If I set up a nice shopfront and invite customers in, and then start kneecapping everybody who walks through the door, you gonna bet the city will have something to say about it. I'm not kneecapping the city, just its citizens, so why should they care - and I'm doing it on my own property which they voluntarily entered after seeing my "dollar store" sign out the front - so it's their own damn fault for believing my sign.

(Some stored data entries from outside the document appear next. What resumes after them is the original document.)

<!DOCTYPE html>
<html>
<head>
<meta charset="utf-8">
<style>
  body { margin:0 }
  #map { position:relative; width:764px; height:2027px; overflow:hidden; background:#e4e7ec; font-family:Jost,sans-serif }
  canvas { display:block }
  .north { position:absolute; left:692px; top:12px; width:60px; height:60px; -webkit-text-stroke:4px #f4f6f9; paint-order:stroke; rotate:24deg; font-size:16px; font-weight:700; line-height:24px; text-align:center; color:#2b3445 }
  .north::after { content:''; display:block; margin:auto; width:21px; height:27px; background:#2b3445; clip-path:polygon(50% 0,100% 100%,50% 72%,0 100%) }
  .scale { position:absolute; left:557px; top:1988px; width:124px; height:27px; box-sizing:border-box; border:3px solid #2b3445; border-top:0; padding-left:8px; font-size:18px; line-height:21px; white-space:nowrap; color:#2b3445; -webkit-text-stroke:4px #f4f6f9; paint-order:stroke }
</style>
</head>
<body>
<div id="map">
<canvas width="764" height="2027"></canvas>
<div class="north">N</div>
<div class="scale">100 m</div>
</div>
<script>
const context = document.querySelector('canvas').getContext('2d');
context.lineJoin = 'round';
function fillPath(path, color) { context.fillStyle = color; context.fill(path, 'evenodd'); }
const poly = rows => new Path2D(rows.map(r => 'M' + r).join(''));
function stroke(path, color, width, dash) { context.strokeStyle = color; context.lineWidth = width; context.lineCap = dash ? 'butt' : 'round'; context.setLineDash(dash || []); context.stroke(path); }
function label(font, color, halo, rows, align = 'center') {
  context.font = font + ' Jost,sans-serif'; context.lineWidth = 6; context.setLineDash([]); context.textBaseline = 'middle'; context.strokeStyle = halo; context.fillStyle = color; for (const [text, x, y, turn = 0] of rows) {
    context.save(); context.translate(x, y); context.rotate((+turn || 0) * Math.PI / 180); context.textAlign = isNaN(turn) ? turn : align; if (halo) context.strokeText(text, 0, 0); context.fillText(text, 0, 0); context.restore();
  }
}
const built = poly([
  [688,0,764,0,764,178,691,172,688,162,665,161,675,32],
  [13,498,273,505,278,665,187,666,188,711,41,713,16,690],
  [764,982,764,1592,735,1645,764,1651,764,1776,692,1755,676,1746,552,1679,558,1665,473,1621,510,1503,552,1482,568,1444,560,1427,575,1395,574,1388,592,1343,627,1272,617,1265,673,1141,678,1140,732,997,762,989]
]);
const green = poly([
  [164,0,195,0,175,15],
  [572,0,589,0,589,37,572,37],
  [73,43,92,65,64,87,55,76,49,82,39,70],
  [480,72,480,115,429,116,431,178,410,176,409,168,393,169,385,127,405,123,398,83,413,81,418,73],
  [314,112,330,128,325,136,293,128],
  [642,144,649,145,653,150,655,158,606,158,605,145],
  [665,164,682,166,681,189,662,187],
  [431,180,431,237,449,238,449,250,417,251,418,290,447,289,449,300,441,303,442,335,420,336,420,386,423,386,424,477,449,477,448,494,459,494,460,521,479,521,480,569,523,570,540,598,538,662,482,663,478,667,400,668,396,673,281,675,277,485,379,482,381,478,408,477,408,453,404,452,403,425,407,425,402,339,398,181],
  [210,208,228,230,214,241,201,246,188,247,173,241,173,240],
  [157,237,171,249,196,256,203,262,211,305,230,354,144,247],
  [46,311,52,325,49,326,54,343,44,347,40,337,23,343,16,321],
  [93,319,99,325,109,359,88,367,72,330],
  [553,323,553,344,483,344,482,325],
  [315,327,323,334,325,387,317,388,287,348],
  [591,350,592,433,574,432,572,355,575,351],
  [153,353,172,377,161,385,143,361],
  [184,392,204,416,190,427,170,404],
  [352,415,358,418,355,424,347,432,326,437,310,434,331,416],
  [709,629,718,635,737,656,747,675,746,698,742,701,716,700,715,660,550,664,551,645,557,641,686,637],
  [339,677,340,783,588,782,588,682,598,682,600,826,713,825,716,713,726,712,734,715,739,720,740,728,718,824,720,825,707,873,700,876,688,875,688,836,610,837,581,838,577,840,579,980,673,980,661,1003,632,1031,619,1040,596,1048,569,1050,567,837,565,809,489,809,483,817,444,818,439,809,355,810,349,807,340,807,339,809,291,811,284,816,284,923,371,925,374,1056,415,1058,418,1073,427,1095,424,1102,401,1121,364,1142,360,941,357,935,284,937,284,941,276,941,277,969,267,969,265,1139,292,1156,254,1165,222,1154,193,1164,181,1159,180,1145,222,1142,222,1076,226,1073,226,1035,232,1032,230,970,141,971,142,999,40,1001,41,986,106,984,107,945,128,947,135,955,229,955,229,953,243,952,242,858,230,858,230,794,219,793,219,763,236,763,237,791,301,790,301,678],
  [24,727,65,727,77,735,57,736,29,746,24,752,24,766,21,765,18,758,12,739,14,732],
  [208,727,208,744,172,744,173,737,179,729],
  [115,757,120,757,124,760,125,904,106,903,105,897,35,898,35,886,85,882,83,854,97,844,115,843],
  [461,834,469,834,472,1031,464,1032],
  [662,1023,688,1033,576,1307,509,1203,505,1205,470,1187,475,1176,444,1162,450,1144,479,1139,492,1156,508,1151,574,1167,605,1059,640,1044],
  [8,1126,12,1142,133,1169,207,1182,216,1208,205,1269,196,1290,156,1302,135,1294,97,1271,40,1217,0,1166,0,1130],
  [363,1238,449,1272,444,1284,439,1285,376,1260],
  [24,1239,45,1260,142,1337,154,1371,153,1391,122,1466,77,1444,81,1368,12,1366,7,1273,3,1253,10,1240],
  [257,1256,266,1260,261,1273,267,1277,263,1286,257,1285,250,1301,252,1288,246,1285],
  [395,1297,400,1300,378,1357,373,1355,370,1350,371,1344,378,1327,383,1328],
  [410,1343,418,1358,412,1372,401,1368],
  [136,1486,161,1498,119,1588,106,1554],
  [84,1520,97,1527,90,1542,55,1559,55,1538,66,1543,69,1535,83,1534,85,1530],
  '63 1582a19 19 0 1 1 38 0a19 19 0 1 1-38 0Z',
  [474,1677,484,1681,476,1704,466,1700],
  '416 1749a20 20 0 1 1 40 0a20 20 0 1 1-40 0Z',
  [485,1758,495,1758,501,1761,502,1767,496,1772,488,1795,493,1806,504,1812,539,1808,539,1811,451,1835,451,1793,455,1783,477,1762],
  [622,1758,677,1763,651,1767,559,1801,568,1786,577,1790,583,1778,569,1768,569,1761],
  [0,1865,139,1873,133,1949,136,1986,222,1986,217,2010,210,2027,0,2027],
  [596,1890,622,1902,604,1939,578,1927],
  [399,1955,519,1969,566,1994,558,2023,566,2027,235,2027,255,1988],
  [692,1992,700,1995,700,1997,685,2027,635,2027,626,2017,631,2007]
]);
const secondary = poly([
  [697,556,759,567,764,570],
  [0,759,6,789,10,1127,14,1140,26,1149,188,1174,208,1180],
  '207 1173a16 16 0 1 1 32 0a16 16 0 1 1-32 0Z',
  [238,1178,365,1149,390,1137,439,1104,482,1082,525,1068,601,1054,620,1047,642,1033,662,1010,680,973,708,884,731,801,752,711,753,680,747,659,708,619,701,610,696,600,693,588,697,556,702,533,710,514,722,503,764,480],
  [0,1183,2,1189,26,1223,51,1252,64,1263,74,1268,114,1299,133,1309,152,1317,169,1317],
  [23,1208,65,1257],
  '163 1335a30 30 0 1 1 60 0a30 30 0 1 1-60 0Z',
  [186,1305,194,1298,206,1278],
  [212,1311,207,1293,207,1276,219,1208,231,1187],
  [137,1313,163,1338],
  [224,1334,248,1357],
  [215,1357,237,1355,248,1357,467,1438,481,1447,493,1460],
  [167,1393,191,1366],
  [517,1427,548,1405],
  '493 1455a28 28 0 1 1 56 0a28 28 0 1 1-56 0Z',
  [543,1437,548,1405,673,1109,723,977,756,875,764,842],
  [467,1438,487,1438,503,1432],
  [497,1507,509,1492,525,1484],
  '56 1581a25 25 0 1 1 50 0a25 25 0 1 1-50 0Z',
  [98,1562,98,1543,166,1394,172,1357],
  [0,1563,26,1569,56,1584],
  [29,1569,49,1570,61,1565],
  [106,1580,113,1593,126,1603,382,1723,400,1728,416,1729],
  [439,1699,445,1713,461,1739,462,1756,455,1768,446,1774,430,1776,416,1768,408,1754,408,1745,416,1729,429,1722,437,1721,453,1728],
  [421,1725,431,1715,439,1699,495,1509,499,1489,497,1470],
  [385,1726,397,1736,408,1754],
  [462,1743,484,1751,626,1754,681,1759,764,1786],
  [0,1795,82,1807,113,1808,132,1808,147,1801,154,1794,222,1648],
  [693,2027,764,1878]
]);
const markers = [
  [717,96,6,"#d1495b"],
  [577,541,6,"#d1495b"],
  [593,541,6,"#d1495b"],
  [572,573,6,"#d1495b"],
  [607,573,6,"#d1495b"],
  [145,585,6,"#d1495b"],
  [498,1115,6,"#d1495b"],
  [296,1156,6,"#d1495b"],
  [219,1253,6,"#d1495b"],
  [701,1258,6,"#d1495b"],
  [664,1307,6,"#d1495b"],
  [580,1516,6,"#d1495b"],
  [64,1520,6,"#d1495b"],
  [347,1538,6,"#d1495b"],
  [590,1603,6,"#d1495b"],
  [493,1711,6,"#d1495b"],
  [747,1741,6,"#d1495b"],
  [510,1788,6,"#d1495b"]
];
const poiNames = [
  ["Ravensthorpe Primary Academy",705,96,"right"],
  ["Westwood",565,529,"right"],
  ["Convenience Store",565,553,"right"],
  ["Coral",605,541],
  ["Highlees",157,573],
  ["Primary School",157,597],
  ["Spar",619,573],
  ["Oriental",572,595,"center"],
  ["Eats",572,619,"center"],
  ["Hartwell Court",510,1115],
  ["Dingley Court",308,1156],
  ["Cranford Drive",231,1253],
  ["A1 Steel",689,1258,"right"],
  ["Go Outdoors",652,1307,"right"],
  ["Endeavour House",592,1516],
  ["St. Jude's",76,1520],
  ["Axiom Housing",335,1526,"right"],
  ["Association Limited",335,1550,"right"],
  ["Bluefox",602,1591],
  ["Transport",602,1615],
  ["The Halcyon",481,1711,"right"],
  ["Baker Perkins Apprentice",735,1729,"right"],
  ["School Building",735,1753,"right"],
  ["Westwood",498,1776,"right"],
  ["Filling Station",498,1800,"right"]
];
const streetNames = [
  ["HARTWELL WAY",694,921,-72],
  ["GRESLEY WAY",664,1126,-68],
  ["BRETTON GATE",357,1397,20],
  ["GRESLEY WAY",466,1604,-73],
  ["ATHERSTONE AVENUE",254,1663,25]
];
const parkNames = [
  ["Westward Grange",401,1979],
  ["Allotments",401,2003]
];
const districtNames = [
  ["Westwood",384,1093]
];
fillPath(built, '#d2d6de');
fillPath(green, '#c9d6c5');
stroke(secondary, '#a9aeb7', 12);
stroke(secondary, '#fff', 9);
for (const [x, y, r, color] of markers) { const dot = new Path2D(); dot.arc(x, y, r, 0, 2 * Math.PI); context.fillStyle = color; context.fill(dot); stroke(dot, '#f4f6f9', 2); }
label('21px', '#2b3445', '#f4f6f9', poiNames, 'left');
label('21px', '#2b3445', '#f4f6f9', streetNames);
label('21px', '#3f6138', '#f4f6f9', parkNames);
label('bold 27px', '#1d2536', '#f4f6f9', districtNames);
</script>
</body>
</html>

There is a fundamental difference between physical violence like kneecapping and industrial sabotage which causes a minor temporary disruption in production, which is why the former is punishable by most national laws, while the latter isn’t.
> causes a minor temporary disruption in production
pick one
ETA: if someone created a virus that would just display the text "you've been hacked!" and then that virus infected thousands of computers around the world, that someone would have a visit from the FBI with very serious charges. I don't see how this is different.
I don’t understand. Industrial sabotage is an act of vandalism with the intended purpose of causing disruption in productivity. This incident in particular only caused a relatively minor disruption not much bigger then e.g. a partial github outage.
> I don't see how this is different.
The difference is in 1) the intended targets. This incident was targeted against particular industry. The worm you are describing would be indiscriminate and would have the potential to be 2) much larger scale and therefor you could deduce the 3) intention of your hypothetical attacker would not be to cause disruptions of productivity withing a particular industry, but rather to prank random strangers. The difference is rather obvious.